STORED DATA —
*****

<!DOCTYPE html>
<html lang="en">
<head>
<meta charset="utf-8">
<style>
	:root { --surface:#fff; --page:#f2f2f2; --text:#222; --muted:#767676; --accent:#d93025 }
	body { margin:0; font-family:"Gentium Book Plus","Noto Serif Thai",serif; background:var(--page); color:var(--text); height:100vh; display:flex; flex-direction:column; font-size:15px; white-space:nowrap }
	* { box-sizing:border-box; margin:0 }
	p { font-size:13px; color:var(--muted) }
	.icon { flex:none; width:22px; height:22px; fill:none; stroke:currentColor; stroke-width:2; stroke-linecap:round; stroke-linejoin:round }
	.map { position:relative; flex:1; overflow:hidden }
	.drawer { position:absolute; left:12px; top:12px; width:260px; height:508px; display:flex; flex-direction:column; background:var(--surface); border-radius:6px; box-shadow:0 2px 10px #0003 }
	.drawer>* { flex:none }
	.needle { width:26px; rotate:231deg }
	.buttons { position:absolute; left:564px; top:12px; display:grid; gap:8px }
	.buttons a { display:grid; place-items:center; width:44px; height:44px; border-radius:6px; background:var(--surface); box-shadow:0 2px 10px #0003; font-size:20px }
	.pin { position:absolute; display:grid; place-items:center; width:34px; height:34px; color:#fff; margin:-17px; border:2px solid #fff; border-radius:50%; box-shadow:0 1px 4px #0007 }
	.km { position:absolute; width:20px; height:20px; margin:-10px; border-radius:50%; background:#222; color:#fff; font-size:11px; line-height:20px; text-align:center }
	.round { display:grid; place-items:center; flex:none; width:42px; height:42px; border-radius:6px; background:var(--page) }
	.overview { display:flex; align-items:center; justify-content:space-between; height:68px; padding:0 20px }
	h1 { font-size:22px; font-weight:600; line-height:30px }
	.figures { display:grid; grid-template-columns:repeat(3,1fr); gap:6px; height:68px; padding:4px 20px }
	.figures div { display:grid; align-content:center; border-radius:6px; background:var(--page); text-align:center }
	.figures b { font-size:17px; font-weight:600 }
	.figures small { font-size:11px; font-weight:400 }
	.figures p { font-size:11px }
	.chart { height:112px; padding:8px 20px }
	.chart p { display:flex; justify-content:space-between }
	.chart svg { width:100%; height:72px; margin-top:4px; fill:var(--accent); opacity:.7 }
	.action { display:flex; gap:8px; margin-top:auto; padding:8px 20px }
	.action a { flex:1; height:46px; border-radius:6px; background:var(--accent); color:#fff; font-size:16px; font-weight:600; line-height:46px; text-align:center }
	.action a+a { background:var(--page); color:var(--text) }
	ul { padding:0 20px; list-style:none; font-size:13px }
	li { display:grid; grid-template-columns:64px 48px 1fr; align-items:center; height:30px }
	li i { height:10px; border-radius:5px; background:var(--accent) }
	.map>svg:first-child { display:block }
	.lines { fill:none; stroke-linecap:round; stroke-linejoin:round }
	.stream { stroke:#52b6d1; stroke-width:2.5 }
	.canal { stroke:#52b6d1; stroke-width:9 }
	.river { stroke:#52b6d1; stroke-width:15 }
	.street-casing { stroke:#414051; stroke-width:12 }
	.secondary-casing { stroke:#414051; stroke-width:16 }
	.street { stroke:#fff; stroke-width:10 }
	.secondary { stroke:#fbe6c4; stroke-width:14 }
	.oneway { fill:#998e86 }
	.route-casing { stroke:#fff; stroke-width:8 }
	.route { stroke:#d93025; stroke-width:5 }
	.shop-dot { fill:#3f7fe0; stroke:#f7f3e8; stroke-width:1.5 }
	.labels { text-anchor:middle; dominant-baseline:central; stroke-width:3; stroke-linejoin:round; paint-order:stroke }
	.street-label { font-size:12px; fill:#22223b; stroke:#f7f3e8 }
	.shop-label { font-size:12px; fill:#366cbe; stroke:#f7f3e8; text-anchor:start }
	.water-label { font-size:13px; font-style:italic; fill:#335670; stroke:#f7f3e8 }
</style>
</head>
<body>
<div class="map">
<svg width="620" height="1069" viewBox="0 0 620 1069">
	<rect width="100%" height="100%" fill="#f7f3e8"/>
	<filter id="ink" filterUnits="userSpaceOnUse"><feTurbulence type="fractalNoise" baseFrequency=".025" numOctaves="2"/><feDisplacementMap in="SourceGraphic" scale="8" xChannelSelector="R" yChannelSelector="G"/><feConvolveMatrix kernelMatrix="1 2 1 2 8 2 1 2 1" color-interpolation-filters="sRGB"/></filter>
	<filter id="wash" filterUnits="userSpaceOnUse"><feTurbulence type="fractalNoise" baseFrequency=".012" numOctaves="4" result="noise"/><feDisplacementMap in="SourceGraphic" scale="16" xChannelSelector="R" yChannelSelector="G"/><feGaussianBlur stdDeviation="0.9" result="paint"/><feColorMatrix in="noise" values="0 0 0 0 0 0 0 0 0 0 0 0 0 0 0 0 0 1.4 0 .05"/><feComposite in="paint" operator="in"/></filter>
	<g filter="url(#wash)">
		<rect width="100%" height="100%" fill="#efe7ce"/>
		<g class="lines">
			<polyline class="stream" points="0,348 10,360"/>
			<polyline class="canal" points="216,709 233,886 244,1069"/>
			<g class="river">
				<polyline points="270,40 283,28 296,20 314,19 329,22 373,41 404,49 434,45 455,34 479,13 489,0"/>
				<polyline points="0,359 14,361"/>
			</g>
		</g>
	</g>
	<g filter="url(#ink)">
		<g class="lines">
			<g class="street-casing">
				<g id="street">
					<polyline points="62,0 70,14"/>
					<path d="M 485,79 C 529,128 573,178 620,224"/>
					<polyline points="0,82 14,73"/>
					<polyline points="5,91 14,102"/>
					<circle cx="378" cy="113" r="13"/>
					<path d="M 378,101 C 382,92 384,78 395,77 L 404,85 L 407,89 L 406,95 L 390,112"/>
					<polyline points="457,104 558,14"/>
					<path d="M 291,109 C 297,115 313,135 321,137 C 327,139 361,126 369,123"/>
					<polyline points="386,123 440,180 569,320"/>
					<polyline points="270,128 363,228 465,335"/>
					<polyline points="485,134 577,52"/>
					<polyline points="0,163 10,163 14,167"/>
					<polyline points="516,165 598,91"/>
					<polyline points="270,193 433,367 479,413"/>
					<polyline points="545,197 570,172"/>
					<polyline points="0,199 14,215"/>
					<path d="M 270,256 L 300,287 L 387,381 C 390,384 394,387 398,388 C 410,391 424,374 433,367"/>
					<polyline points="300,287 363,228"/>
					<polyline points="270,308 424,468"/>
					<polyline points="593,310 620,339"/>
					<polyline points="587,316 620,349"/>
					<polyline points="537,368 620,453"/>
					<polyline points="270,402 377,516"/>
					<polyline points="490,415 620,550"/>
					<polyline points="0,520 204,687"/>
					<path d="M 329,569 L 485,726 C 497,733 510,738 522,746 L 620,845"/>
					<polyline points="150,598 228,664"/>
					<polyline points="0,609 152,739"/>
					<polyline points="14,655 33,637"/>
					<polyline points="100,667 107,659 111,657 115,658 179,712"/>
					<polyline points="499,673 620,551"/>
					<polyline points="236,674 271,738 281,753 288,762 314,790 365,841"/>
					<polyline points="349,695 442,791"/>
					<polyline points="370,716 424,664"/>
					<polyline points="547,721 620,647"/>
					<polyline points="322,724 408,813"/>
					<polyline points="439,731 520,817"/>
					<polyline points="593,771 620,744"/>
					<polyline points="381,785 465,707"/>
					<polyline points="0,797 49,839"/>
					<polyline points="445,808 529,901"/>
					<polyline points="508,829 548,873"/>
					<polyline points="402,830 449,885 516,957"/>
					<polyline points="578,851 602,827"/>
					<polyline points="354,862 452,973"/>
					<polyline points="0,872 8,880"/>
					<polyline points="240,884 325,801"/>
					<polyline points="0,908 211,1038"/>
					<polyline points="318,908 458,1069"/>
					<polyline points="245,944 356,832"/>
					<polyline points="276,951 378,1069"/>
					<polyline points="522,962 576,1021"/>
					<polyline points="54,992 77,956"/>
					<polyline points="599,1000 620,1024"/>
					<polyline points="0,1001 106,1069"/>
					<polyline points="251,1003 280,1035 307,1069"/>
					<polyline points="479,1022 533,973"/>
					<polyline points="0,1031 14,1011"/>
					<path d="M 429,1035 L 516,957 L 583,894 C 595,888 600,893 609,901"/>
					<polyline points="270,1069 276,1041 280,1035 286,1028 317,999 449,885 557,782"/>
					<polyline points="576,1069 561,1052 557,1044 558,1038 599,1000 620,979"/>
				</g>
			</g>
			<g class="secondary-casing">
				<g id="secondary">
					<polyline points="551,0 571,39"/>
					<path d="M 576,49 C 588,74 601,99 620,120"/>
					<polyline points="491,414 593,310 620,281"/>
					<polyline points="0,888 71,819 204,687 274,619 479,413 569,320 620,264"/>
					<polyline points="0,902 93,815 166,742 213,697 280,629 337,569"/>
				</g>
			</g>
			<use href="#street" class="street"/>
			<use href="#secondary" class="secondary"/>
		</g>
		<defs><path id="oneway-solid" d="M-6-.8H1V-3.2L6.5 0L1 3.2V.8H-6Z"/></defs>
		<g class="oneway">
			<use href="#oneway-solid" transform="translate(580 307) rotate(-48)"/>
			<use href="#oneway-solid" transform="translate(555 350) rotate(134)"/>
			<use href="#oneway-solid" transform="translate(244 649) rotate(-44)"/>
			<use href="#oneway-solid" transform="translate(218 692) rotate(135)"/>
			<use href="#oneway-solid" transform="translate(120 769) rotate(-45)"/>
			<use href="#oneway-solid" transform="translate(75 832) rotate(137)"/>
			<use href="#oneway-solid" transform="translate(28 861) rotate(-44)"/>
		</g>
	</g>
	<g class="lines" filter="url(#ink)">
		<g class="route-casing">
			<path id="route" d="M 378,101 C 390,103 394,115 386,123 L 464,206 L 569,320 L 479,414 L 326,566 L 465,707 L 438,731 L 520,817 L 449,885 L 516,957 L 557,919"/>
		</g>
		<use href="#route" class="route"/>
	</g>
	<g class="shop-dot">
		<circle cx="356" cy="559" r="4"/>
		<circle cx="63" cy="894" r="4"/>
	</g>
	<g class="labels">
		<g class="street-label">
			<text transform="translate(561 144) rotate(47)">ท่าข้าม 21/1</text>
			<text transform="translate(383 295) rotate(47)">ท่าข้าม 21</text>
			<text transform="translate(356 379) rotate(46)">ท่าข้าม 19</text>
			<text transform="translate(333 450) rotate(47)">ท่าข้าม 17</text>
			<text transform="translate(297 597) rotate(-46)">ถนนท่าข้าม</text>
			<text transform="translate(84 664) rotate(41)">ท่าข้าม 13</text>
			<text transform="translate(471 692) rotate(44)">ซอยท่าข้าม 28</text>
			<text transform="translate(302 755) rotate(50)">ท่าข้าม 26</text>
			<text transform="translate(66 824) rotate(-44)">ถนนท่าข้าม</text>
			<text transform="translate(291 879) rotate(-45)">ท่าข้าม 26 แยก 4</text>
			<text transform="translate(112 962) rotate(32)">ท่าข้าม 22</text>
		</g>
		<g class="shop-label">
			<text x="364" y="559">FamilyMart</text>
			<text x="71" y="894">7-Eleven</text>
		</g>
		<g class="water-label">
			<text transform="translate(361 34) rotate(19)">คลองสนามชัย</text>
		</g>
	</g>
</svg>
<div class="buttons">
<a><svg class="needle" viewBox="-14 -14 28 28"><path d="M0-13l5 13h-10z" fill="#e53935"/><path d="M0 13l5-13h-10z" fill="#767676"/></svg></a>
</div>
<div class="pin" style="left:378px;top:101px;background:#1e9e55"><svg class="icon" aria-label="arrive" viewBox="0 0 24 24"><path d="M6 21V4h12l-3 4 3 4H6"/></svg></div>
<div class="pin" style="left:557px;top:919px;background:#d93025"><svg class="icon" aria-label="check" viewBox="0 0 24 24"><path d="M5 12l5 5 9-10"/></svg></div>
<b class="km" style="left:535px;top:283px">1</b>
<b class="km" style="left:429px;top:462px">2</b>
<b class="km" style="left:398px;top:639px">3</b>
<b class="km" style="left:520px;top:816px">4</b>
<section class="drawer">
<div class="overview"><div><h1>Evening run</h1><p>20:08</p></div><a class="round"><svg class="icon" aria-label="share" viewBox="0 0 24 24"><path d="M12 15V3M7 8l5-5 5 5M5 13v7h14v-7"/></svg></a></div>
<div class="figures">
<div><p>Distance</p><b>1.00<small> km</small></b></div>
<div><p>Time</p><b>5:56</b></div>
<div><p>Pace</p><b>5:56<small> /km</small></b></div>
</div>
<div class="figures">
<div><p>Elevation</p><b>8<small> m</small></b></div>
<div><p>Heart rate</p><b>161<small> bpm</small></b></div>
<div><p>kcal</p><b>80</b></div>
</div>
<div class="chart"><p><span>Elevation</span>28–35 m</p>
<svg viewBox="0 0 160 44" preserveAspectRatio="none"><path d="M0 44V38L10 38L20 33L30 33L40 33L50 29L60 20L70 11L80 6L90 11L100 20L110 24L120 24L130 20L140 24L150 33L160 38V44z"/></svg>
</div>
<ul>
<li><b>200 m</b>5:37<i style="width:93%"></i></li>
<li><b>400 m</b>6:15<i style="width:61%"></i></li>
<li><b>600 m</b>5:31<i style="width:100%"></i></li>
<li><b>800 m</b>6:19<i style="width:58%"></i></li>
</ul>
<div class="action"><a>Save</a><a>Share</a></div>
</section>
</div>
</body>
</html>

*****

WHAT YOU WILL DO — Return every line of the entries above that the string "body" appears in.

WRITTEN ANSWER —
	body { margin:0; font-family:"Gentium Book Plus","Noto Serif Thai",serif; background:var(--page); color:var(--text); height:100vh; display:flex; flex-direction:column; font-size:15px; white-space:nowrap }
<body>
</body>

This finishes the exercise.